Generating different sets of random numbers

The code segments below will fill four instances of JKQTPlotter with different statistical plots. All these plots are based on three sets of random numbers generated as shown here:

    size_t randomdatacol1=datastore1->addColumn("random data 1");
    size_t randomdatacol2=datastore1->addColumn("random data 2");
    size_t randomdatacol3=datastore1->addColumn("random data 3");
    std::random_device rd; // random number generators:
    std::mt19937 gen{rd()};
    std::uniform_int_distribution<> ddecide(0,1);
    std::normal_distribution<> d1{0,1};
    std::normal_distribution<> d2{6,1.2};
    for (size_t i=0; i<150; i++) {
        double v=0;
        const int decide=ddecide(gen);
        if (decide==0) v=d1(gen);
        else v=d2(gen);
        datastore1->appendToColumn(randomdatacol1, v);
        if (decide==0) datastore1->appendToColumn(randomdatacol2, v);
        else datastore1->appendToColumn(randomdatacol3, v);
    }

The column randomdatacol1 will contain 150 random numbers. Each one is drawn either from a normal dirstribution N(0,1) (d1) or N(6,1.2) (d2). the decision, which of the two to use is based on the result of a third random distribution ddecide, which only returns 0 or 1. The two columns randomdatacol2 and randomdatacol3 only collect the random numbers drawn from d1 or d2 respectively. The three columns are generated empyt by calling JKQTPDatastore::addColumn() with only a name. Then the actual values are added by calling JKQTPDatastore::appendToColumn().

Basic Statistics

The three sets of random numbers from above can be visualized e.g. by a JKQTPPeakStreamGraph graph with code as follows:

    JKQTPPeakStreamGraph* gData1;
    plot1box->addGraph(gData1=new JKQTPPeakStreamGraph(plot1box));
    gData1->setDataColumn(randomdatacol1);
    gData1->setBaseline(-0.1);
    gData1->setPeakHeight(-0.05);
    gData1->setDrawBaseline(false);

This (if repeated for all three columns) results in a plot like this:

jkqtplotter_simpletest_datastore_statistics_dataonly

Based on the raw data we can now use JKQTPlotter's [statisticslibrary] to calculate some basic properties, like the average (jkqtpstatAverage()) or the standard deviation (jkqtpstatStdDev()):

    size_t N=0;
    double mean=jkqtpstatAverage(datastore1->begin(randomdatacol1), datastore1->end(randomdatacol1), &N);
    double std=jkqtpstatStdDev(datastore1->begin(randomdatacol1), datastore1->end(randomdatacol1));

Both statistics functions (the same as all statistics functions in the library) use an iterator-based interface, comparable to the interface of the algorithms in the C++ standard template library. To this end, the class JKQTPDatastore provides an iterator interface to its columns, using the functions JKQTPDatastore::begin() and JKQTPDatastore::end(). Both functions simply receive the column ID as parameter and exist in a const and a mutable variant. the latter allows to also edit the data. In addition the function JKQTPDatastore::backInserter() returns a back-inserter iterator (like generated for STL containers with std::back_inserter(container)) that also allows to append to the column.

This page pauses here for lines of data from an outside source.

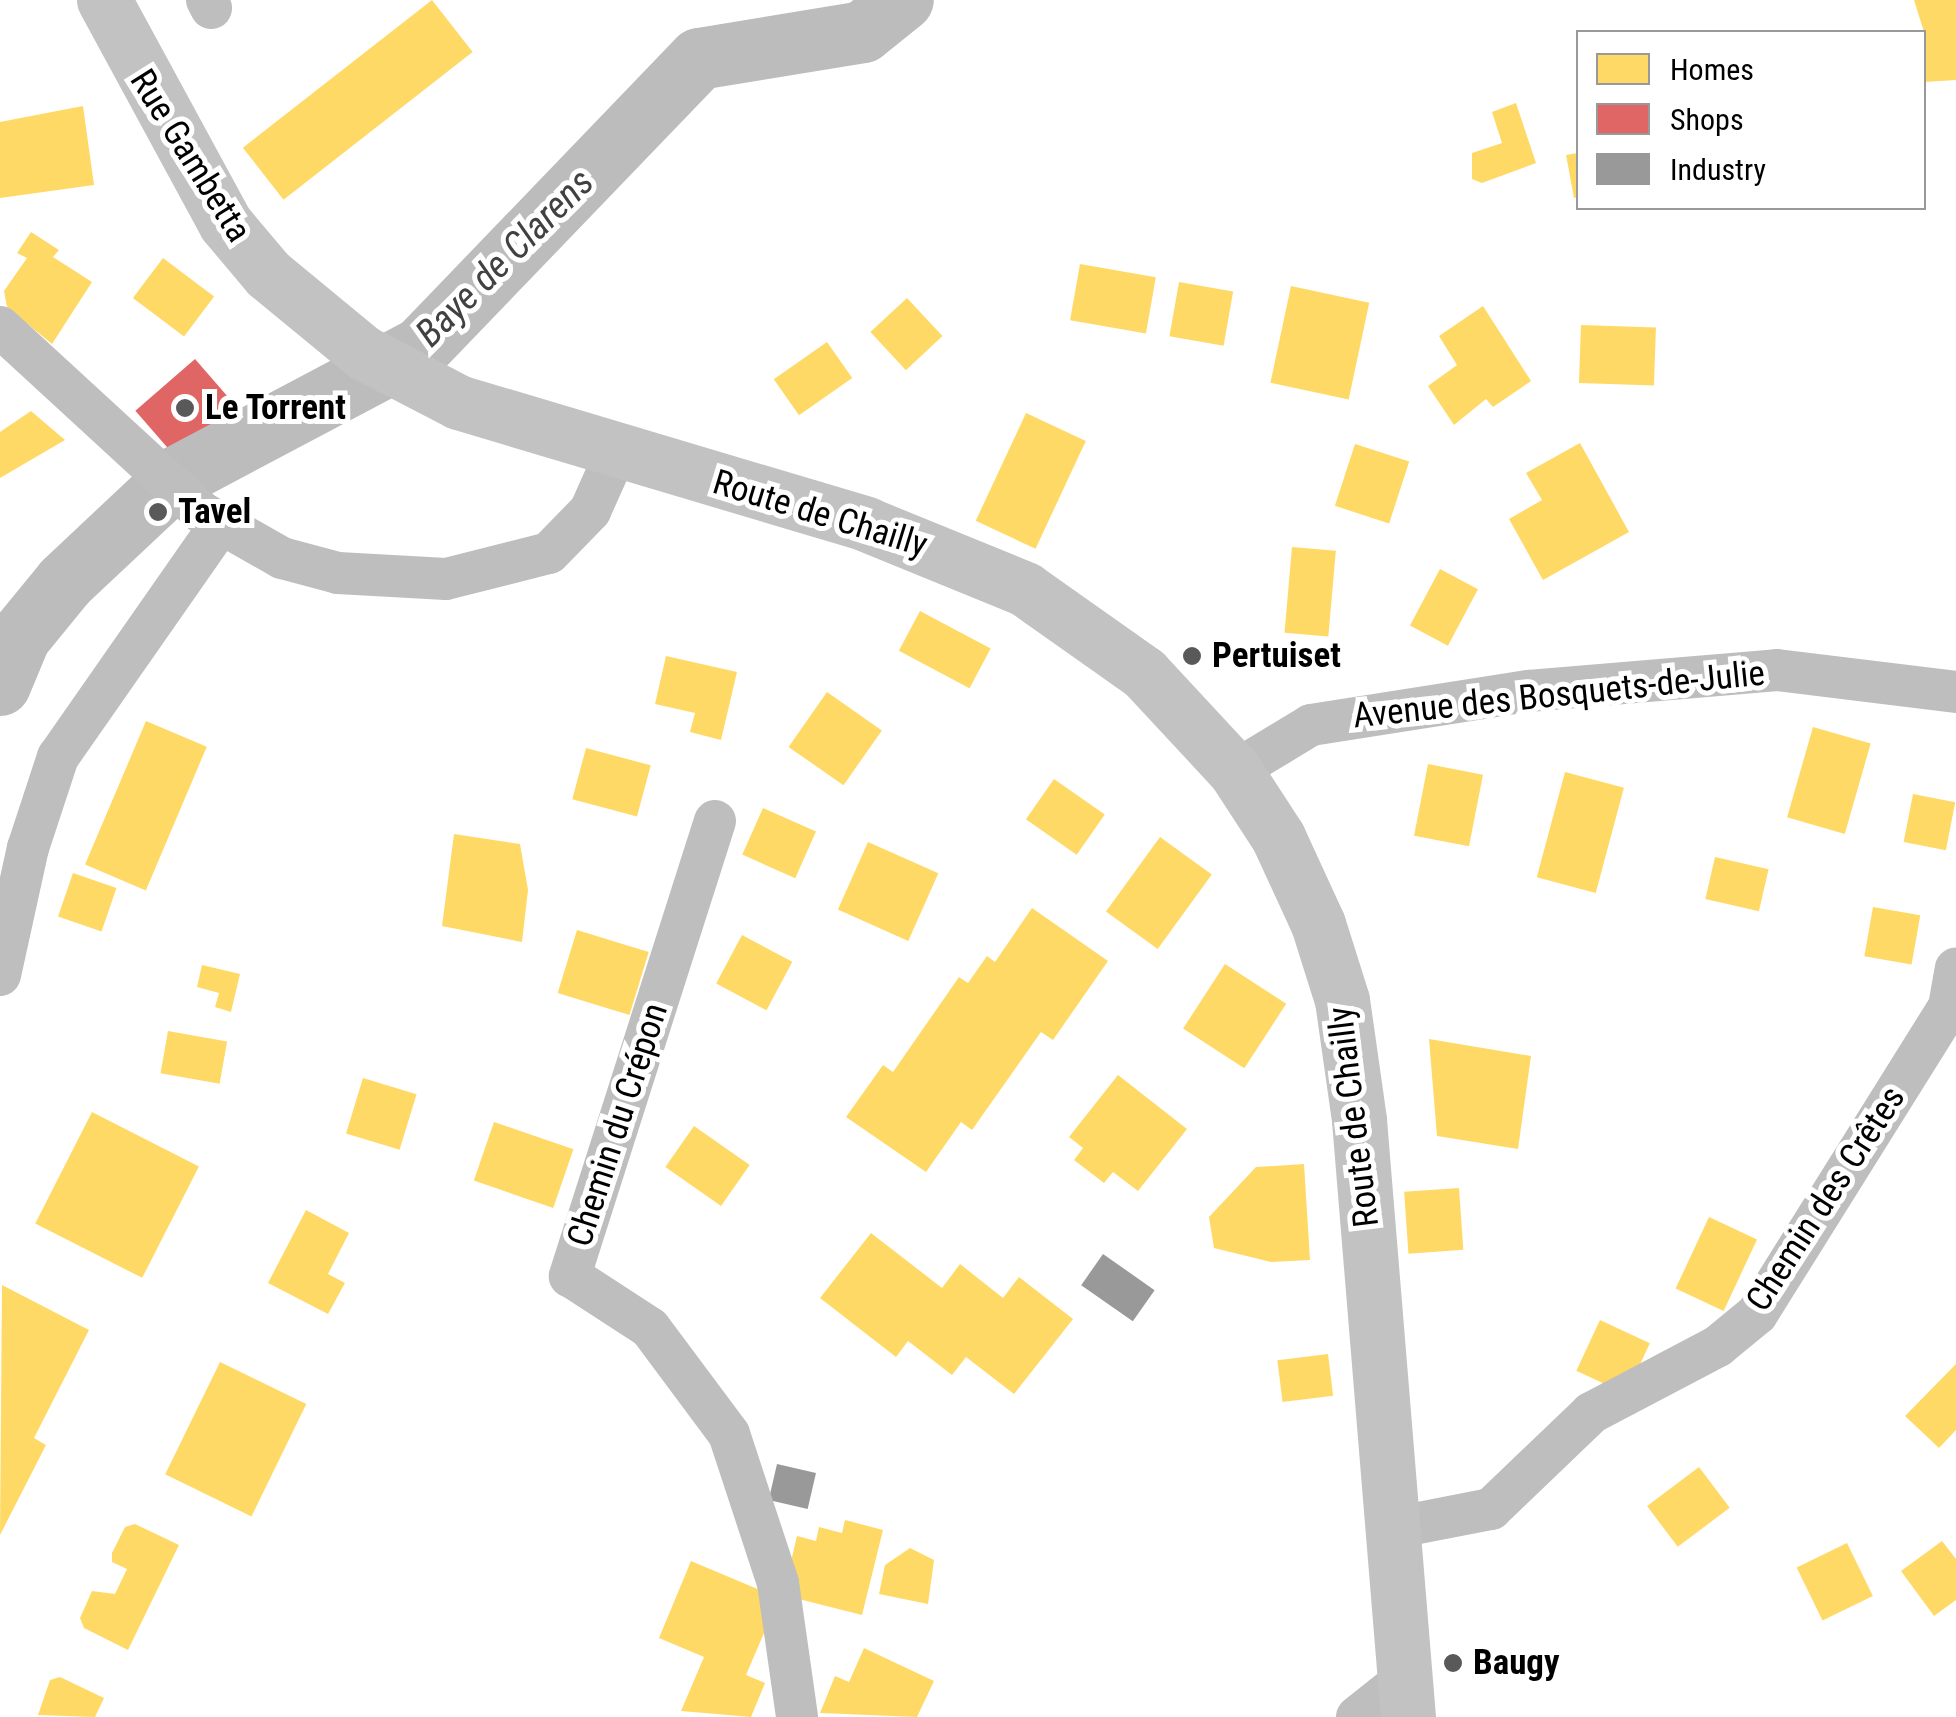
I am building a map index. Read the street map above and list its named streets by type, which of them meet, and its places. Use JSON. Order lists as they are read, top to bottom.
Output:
{
  "streets": {
    "main road": ["Rue Gambetta", "Route de Chailly"],
    "street": ["Avenue des Bosquets-de-Julie", "Chemin du Crépon", "Chemin des Crêtes"]
  },
  "crossings": [
    ["Rue Gambetta", "Route de Chailly"],
    ["Route de Chailly", "Avenue des Bosquets-de-Julie"],
    ["Route de Chailly", "Chemin des Crêtes"]
  ],
  "water": ["Baye de Clarens"],
  "places": [
    "Le Torrent",
    "Tavel",
    "Pertuiset",
    "Baugy"
  ],
  "legend": ["Homes", "Shops", "Industry"]
}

note that the iterator interface allows to use these functions with any container that provides such iterators (e.g. std::vector<double>, std::list<int>, std::set<float>, QVector<double>...).

The output of these functions is shown in the image above in the plot legend/key.

Of course, several other functions exist that calculate basic statistics from a column, e.g.:

  • average/mean: jkqtpstatAverage(), jkqtpstatWeightedAverage()
  • number of usable values in a range:jkqtpstatCount()
  • minimum/maximum: jkqtpstatMinMax(), jkqtpstatMin(), jkqtpstatMax()
  • sum: jkqtpstatSum()
  • variance: jkqtpstatVariance(), jkqtpstatWeightedVariance()
  • standard deviation: jkqtpstatStdDev(), jkqtpstatWeightedStdDev()
  • skewnesjkqtpstatSkewness()
  • statistical moments: jkqtpstatCentralMoment(), jkqtpstatMoment()
  • correlation coefficients: jkqtpstatCorrelationCoefficient()
  • median: jkqtpstatMedian()
  • quantile: jkqtpstatQuantile()
  • (N)MAD: jkqtpstatMAD(), jkqtpstatNMAD()
  • 5-Number Summary (e.g. for boxplots): jkqtpstat5NumberStatistics(), jkqtpstat5NumberStatisticsAndOutliers(), jkqtpstat5NumberStatisticsOfSortedVector(), jkqtpstat5NumberStatisticsAndOutliersOfSortedVector()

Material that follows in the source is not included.